- [What this task involves]
Copy out every line holding the string "Give" from the records below.

- [Data provided]
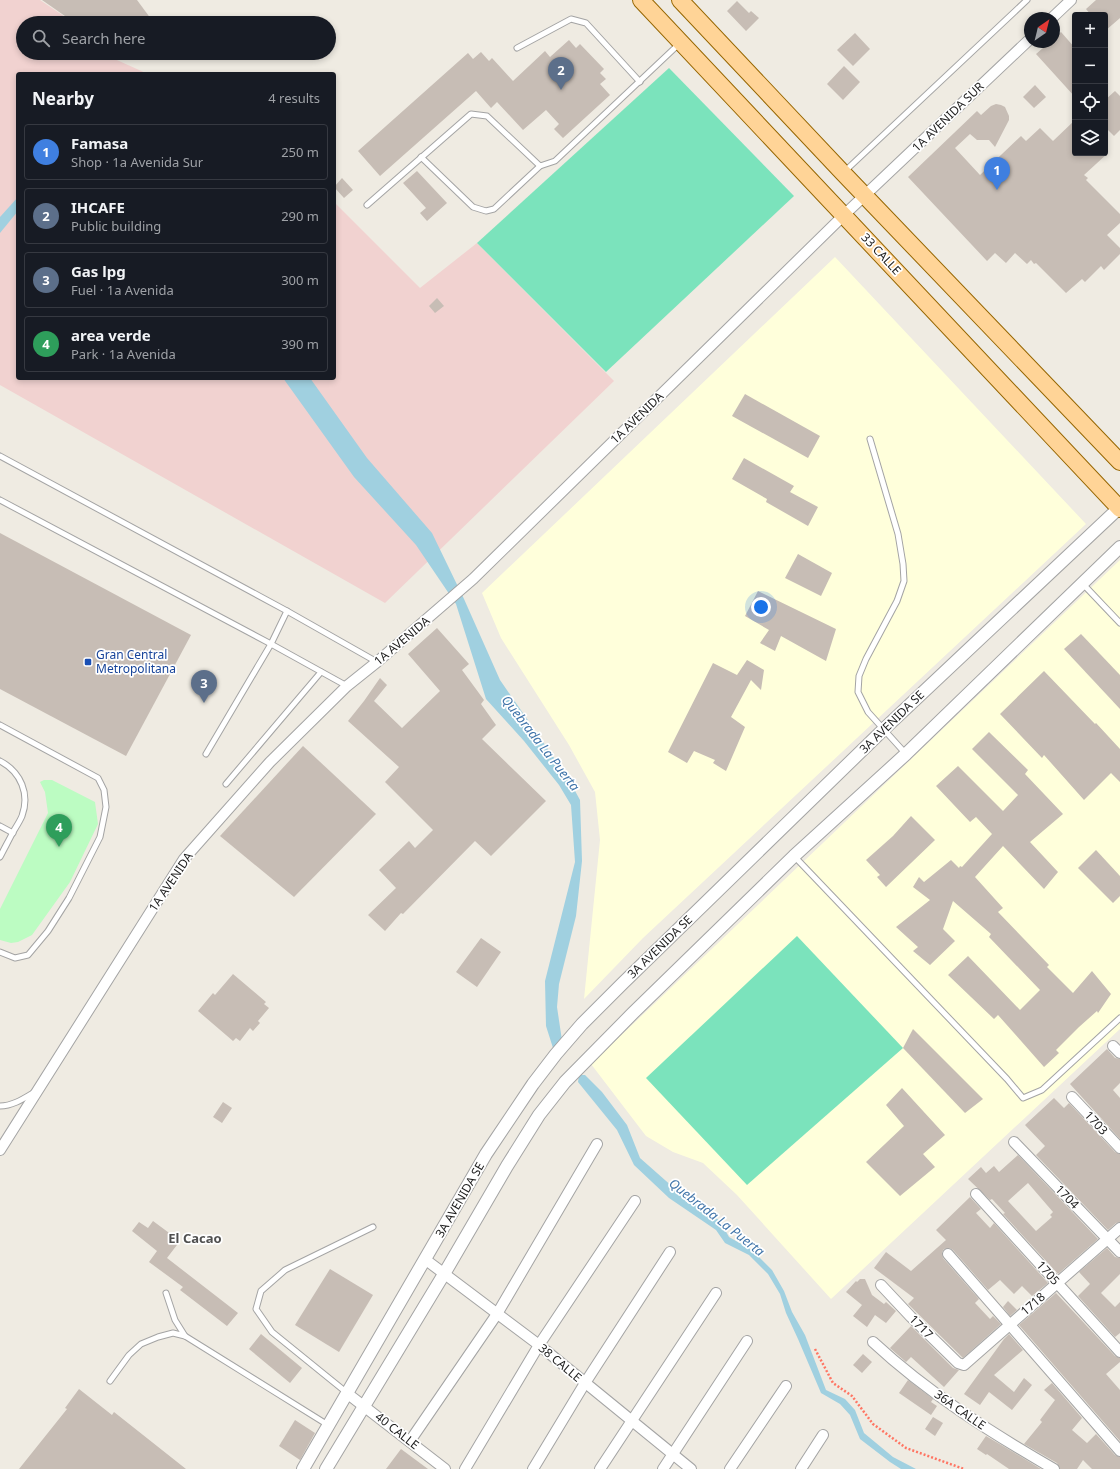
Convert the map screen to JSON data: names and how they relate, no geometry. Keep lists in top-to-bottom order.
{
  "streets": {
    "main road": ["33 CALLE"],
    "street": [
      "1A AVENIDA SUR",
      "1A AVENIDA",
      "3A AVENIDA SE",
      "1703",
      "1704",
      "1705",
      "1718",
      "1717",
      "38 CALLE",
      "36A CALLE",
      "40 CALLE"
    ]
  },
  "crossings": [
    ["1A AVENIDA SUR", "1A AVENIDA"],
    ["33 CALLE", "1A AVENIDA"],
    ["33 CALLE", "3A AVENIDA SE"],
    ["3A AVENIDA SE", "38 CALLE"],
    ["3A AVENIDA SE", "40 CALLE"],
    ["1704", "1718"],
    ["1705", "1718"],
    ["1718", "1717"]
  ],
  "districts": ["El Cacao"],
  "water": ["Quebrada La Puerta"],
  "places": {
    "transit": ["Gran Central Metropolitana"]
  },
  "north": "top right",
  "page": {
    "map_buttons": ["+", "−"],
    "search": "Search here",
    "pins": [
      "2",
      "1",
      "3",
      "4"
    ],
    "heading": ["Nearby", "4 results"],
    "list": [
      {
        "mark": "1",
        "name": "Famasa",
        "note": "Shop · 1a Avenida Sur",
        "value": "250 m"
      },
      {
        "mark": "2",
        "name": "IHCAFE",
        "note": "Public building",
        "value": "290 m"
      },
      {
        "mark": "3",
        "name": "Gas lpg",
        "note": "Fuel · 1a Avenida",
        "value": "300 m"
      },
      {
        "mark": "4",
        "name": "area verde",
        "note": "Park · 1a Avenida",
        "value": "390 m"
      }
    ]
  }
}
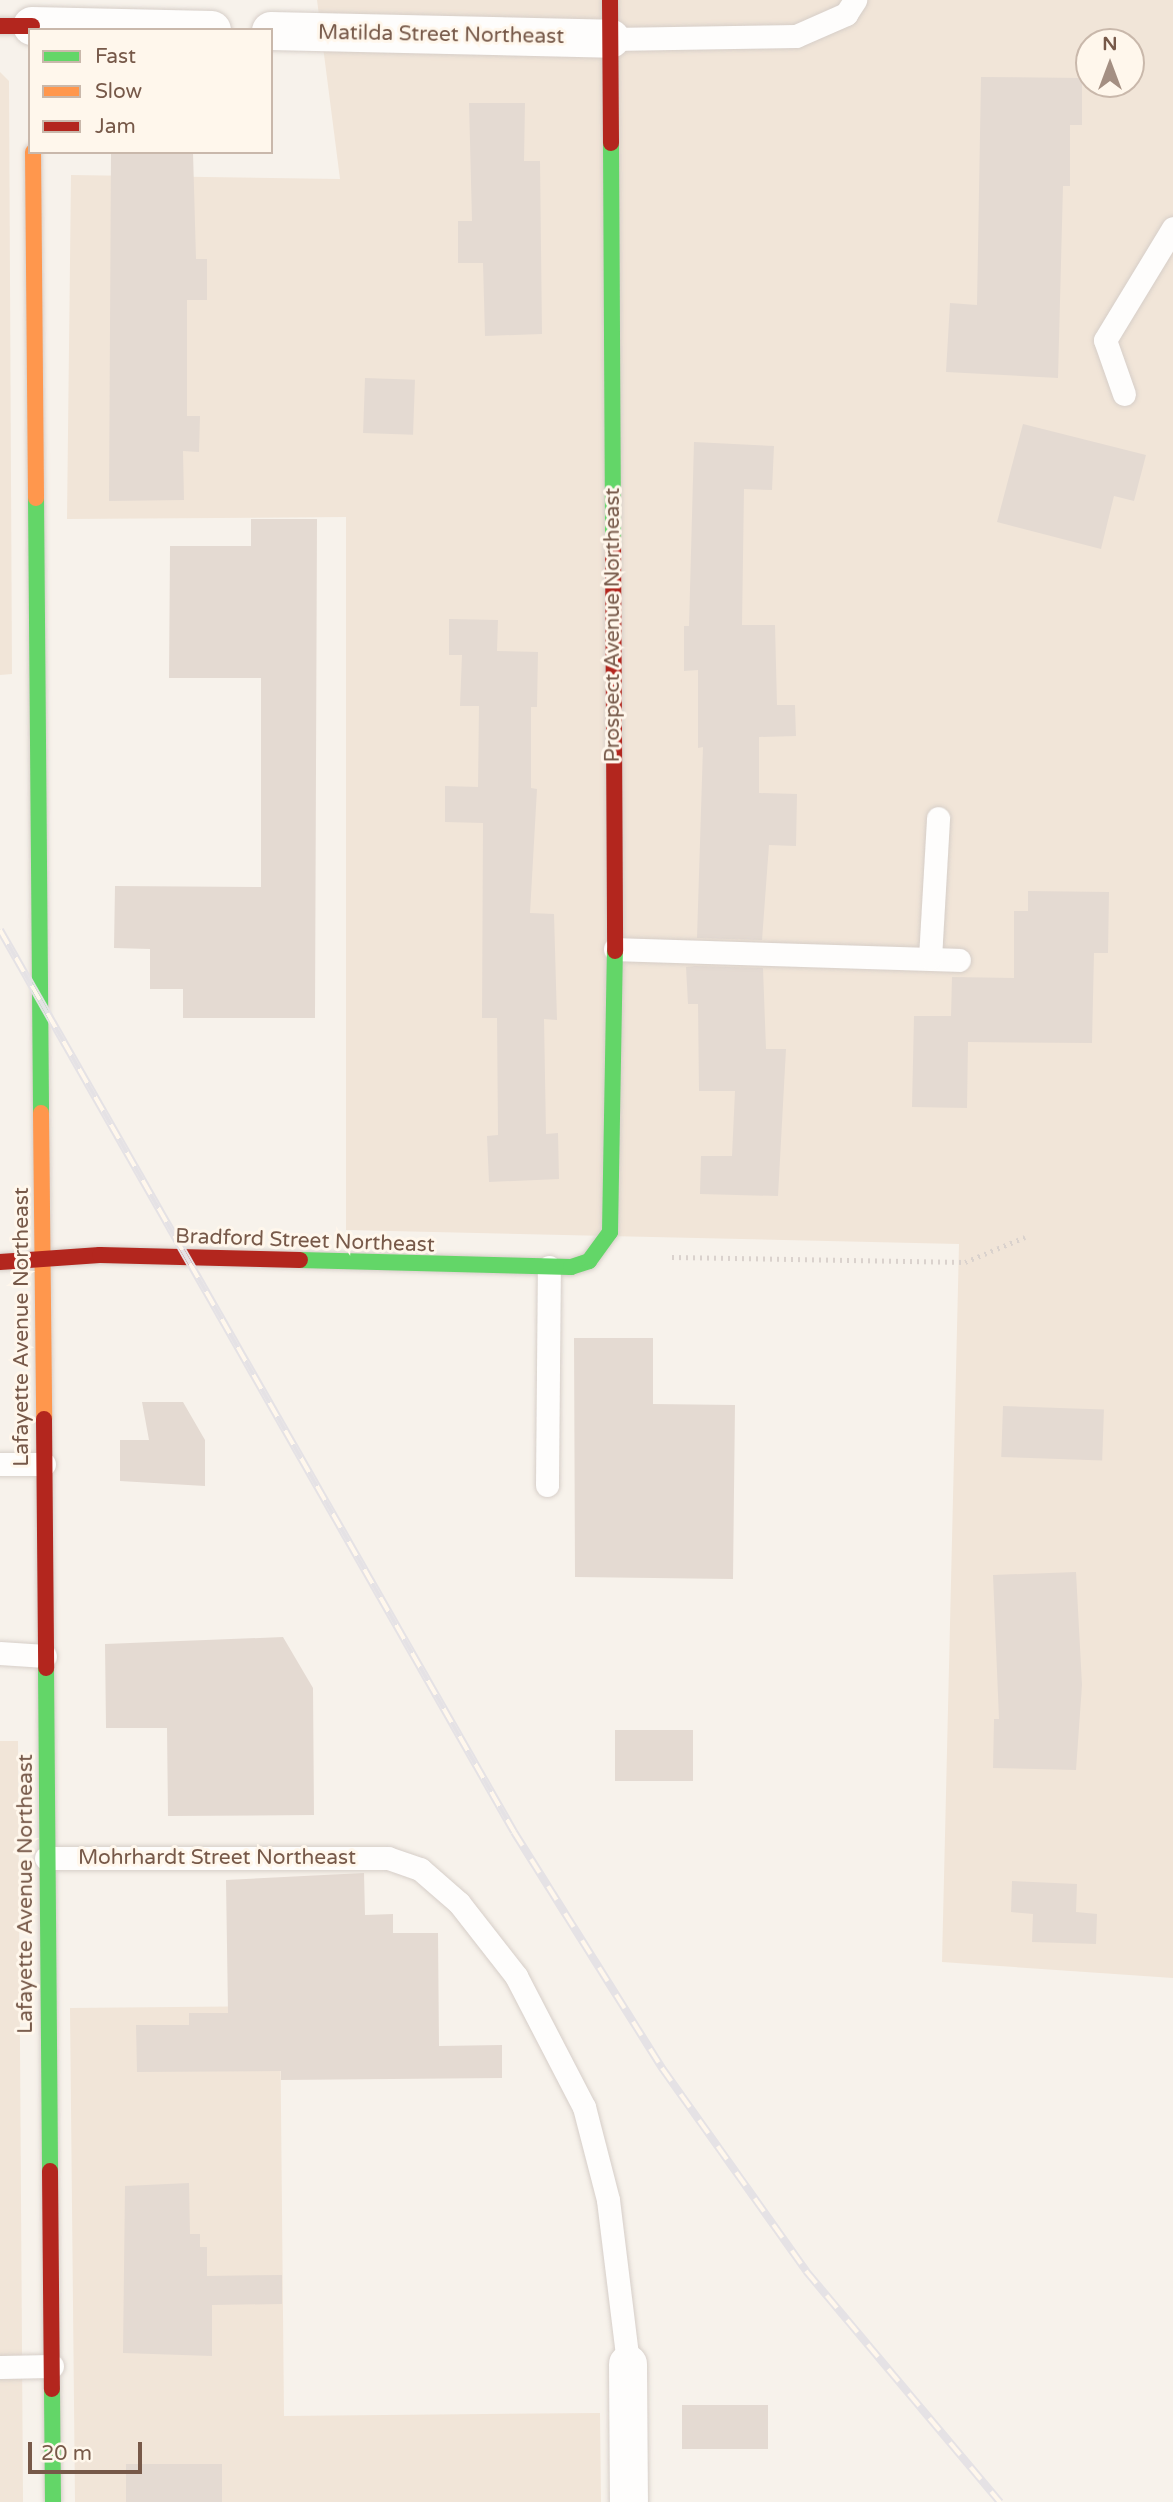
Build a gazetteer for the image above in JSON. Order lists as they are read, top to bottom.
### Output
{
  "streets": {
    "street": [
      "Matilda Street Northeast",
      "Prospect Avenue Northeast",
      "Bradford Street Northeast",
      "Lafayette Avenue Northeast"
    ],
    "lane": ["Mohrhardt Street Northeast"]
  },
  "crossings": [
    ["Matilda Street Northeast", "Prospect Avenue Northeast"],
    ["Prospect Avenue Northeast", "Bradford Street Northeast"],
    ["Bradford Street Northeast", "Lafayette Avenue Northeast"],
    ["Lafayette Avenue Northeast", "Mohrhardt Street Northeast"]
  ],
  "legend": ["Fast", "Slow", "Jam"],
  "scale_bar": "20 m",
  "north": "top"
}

--

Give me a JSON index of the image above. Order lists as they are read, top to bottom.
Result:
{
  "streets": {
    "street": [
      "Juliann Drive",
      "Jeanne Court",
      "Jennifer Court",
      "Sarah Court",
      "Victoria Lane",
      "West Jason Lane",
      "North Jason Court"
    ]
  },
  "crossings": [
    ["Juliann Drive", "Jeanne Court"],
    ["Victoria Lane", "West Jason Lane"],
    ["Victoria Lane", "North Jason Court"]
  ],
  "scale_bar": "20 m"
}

--

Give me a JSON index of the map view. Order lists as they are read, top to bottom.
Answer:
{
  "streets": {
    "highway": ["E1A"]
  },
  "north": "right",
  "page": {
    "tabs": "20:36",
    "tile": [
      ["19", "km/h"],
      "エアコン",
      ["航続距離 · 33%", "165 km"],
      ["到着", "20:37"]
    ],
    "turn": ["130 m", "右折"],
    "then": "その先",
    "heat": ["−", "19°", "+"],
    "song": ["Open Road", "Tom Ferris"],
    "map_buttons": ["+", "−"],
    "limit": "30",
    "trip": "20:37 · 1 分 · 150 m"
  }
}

- [Answer section]
Give me a JSON index of the image above. Order lists as they are read, top to bottom.
Give me a JSON index of the map view. Order lists as they are read, top to bottom.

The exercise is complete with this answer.